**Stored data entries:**

--- --- ---

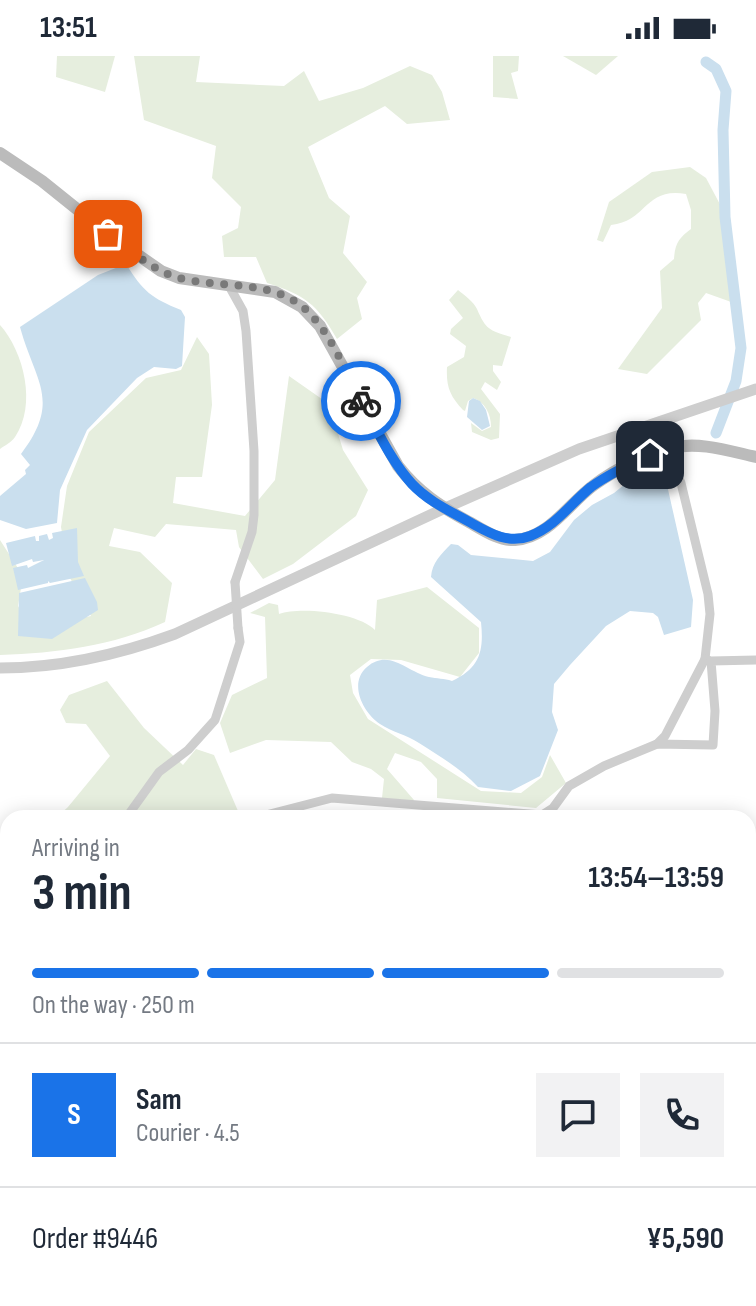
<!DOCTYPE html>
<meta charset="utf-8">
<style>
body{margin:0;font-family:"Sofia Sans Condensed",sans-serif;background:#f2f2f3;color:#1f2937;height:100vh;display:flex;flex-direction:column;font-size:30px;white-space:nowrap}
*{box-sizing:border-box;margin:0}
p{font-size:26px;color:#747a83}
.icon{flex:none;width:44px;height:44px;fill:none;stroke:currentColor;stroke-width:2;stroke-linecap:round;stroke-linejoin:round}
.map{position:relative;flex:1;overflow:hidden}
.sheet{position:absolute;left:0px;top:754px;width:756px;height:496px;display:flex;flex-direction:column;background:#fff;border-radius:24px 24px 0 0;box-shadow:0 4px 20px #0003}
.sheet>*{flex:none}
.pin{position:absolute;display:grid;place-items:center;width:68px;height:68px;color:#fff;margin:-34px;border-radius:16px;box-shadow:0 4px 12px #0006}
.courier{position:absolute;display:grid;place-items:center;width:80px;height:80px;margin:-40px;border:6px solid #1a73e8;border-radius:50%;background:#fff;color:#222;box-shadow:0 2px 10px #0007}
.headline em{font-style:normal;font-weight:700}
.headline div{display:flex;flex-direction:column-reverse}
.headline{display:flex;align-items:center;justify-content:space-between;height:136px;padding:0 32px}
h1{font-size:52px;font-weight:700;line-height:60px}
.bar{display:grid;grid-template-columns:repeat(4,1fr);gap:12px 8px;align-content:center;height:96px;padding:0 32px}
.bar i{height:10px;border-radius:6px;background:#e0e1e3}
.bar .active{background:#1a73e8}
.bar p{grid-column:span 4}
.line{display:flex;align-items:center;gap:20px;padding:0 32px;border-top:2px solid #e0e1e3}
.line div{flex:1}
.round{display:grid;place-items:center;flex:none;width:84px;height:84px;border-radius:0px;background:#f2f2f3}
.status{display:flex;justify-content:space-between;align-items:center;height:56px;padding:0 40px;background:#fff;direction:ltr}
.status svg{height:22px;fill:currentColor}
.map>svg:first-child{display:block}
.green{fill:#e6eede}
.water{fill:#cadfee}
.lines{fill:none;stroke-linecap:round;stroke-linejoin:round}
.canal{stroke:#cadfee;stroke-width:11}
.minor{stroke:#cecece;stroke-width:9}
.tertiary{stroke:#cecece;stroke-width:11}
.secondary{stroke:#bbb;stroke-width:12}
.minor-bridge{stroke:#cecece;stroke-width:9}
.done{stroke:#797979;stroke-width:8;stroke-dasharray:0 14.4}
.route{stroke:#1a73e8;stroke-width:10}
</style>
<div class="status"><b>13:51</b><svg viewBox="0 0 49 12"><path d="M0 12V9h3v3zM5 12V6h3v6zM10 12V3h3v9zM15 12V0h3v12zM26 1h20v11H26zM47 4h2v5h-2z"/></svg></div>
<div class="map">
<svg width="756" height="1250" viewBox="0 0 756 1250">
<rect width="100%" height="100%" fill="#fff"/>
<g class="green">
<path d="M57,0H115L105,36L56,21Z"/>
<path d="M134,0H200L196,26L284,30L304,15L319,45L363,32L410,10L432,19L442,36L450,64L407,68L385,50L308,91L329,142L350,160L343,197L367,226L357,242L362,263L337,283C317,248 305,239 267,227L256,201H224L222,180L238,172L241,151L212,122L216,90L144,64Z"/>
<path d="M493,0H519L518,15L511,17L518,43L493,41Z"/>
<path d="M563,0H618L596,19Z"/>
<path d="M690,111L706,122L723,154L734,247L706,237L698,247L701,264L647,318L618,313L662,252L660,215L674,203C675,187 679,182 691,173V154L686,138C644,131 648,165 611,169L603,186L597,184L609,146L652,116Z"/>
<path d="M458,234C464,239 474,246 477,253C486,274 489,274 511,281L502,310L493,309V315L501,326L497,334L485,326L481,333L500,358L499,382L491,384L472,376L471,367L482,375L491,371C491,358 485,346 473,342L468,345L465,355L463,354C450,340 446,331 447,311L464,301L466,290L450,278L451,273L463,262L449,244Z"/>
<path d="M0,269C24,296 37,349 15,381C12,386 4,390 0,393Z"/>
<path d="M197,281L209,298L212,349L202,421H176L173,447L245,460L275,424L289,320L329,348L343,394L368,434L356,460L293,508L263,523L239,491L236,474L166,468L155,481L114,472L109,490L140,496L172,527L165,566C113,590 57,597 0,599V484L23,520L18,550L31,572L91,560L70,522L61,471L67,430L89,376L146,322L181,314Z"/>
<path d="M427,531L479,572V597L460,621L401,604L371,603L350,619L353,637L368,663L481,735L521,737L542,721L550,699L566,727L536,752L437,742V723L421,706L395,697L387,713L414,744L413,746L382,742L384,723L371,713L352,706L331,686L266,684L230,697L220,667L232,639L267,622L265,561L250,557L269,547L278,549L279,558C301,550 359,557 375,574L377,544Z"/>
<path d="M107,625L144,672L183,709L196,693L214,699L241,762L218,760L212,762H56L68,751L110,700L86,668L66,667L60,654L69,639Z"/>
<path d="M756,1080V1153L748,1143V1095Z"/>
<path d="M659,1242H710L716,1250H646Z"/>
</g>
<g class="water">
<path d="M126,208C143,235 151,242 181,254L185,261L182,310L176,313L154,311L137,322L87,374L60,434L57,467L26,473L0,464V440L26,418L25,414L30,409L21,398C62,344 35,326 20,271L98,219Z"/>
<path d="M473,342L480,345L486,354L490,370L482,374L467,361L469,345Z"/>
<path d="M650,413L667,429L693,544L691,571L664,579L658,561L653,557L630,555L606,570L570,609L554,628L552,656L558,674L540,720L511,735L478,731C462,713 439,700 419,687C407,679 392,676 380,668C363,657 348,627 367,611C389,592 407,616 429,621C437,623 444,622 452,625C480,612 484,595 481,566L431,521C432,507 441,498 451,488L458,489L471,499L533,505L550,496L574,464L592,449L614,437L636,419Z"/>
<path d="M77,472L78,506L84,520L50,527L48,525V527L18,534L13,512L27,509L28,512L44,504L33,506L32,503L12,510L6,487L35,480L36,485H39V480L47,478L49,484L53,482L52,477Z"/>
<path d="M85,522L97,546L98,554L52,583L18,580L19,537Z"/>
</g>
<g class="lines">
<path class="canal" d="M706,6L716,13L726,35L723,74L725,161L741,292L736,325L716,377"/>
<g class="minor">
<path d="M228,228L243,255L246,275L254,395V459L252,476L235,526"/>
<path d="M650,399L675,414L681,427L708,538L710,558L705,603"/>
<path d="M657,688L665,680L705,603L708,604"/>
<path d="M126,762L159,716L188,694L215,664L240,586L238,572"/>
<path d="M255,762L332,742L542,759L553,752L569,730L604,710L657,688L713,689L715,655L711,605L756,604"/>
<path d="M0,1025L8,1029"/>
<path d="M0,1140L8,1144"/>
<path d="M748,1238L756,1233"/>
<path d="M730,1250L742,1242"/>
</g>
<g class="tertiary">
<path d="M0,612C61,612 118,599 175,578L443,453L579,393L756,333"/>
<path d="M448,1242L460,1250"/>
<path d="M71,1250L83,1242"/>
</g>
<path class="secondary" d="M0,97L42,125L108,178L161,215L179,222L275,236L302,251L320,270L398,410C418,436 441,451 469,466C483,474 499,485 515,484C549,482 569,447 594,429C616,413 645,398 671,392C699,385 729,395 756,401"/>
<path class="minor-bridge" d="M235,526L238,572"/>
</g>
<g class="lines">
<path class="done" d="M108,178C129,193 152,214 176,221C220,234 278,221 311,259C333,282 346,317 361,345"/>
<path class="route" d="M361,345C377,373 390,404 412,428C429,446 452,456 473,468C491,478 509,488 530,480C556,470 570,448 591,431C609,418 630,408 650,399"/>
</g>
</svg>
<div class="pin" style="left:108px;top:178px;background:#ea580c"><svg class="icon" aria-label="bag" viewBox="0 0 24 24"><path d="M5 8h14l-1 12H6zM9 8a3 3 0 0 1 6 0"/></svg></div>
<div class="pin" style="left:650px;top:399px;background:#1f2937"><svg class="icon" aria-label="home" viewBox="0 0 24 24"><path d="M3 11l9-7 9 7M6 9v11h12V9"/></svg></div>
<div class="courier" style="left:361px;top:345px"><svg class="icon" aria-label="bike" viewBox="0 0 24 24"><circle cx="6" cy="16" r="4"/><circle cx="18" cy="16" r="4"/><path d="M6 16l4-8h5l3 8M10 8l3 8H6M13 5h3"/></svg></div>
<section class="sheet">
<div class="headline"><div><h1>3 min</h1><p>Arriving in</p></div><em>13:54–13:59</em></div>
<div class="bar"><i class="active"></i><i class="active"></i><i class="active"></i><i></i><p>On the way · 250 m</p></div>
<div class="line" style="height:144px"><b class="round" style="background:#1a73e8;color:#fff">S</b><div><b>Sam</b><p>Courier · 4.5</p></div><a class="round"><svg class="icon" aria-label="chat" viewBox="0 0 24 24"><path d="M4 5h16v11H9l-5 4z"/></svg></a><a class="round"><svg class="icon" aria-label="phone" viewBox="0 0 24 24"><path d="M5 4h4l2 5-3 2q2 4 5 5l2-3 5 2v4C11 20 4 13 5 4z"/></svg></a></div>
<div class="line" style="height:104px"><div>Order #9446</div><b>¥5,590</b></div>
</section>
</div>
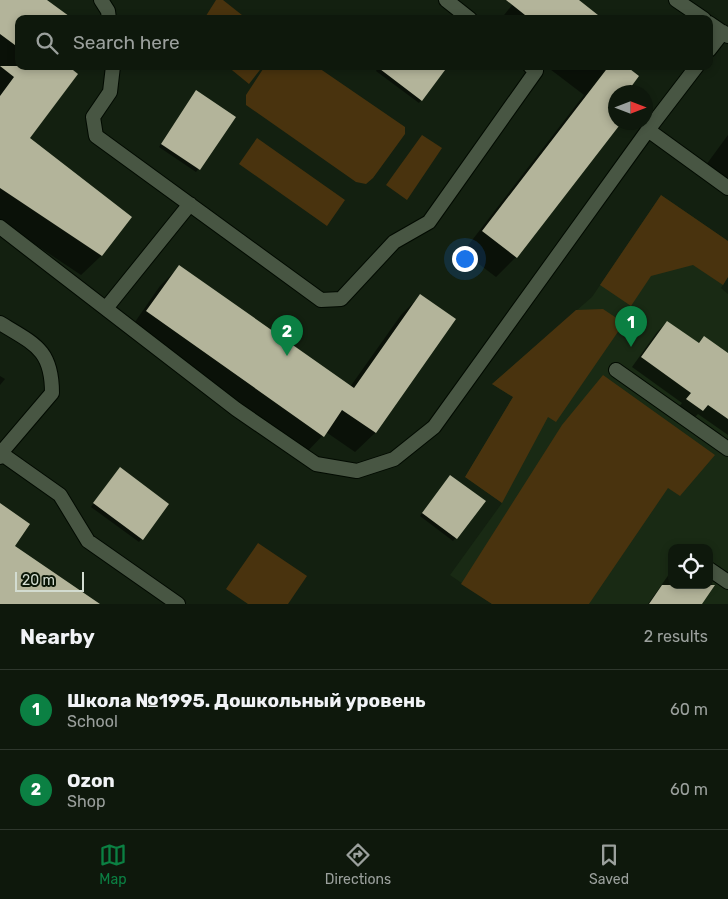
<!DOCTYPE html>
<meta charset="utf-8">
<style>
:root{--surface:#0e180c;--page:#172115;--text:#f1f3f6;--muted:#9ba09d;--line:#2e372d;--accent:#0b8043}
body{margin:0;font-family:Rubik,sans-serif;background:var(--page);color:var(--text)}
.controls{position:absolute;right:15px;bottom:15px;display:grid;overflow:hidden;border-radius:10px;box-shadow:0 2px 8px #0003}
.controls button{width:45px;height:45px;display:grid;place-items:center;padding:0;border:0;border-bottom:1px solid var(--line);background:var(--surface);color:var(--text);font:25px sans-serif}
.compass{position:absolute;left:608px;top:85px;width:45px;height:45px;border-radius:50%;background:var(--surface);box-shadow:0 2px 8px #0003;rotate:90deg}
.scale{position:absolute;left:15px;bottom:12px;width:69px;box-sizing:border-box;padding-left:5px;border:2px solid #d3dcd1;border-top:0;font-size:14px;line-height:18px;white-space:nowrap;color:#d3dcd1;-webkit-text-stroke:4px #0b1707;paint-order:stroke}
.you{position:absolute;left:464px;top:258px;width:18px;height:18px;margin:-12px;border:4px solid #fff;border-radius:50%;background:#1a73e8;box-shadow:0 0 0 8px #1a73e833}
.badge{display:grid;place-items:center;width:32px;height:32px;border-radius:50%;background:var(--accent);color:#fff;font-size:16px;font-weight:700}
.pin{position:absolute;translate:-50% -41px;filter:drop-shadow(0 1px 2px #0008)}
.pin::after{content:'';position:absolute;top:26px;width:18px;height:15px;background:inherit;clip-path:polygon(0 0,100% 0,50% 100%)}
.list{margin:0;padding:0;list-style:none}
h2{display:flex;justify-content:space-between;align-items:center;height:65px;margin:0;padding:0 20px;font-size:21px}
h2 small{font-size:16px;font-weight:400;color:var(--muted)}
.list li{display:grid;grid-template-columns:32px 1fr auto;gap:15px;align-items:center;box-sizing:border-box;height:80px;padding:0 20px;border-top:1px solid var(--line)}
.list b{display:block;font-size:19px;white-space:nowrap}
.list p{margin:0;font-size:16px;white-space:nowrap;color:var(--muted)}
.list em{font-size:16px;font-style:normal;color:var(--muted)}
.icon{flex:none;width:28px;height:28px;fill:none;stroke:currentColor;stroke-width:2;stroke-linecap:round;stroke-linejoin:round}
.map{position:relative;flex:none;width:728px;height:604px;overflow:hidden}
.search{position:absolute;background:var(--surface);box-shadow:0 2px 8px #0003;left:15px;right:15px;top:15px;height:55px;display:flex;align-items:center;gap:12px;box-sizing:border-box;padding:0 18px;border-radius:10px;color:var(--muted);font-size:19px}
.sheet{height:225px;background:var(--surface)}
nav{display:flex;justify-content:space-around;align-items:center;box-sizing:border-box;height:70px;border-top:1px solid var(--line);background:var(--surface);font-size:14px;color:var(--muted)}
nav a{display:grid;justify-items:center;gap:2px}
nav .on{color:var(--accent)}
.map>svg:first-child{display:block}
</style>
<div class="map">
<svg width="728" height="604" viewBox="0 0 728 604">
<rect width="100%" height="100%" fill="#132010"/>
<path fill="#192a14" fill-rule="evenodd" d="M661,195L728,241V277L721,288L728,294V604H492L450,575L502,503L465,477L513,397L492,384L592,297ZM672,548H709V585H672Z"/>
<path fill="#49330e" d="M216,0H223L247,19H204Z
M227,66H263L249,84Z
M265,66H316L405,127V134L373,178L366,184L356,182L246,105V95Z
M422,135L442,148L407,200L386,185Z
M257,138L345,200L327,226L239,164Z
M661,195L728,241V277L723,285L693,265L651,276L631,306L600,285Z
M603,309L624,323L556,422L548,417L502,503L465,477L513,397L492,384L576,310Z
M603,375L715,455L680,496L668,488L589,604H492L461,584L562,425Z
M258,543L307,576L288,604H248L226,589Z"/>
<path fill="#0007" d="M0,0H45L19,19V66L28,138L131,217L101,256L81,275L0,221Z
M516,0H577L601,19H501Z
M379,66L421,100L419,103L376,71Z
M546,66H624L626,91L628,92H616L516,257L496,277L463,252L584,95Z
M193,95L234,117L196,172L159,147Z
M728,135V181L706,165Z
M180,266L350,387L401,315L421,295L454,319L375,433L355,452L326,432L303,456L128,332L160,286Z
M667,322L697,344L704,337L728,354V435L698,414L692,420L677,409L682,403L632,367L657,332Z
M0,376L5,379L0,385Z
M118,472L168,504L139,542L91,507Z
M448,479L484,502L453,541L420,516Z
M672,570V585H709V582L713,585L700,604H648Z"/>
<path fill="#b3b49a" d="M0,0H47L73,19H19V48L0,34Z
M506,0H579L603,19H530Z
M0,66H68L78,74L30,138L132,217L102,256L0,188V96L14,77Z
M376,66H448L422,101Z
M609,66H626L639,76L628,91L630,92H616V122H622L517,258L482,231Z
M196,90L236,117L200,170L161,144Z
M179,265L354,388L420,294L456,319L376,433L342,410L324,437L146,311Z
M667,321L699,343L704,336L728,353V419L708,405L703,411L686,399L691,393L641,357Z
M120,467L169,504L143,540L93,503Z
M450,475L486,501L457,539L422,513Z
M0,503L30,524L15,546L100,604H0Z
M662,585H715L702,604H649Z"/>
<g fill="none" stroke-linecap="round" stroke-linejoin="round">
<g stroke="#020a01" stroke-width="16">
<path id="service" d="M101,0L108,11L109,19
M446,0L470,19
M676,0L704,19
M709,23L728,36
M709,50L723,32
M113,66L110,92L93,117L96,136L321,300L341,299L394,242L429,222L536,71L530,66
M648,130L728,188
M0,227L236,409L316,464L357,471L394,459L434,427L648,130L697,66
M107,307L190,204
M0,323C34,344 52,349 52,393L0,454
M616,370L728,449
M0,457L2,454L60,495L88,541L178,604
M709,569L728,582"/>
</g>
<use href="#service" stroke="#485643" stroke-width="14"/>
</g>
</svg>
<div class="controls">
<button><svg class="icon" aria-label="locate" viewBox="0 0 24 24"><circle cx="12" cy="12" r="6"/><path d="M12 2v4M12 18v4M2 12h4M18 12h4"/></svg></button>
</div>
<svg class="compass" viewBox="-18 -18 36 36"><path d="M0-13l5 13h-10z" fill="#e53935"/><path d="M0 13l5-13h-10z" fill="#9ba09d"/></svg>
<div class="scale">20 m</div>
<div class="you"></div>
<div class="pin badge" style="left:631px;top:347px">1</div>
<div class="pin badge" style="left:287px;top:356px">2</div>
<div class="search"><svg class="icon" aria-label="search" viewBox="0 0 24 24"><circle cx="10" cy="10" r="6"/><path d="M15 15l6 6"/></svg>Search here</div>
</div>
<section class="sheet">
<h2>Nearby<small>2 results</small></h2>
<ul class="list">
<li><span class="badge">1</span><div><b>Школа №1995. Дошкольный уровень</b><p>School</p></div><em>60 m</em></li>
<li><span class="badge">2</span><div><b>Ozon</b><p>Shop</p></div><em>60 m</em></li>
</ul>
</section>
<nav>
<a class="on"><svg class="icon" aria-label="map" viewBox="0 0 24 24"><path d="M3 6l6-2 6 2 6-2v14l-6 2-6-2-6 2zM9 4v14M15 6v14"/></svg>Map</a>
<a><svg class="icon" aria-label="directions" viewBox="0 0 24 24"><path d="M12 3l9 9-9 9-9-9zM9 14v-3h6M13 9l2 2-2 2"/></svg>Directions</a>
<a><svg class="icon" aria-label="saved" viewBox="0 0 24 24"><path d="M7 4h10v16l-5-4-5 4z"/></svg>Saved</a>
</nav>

--- --- ---

**ABOUT THIS TASK:** Which of the lines above contain "bottom"? Return them all.

**TASK SOLUTION:**
.controls{position:absolute;right:15px;bottom:15px;display:grid;overflow:hidden;border-radius:10px;box-shadow:0 2px 8px #0003}
.controls button{width:45px;height:45px;display:grid;place-items:center;padding:0;border:0;border-bottom:1px solid var(--line);background:var(--surface);color:var(--text);font:25px sans-serif}
.scale{position:absolute;left:15px;bottom:12px;width:69px;box-sizing:border-box;padding-left:5px;border:2px solid #d3dcd1;border-top:0;font-size:14px;line-height:18px;white-space:nowrap;color:#d3dcd1;-webkit-text-stroke:4px #0b1707;paint-order:stroke}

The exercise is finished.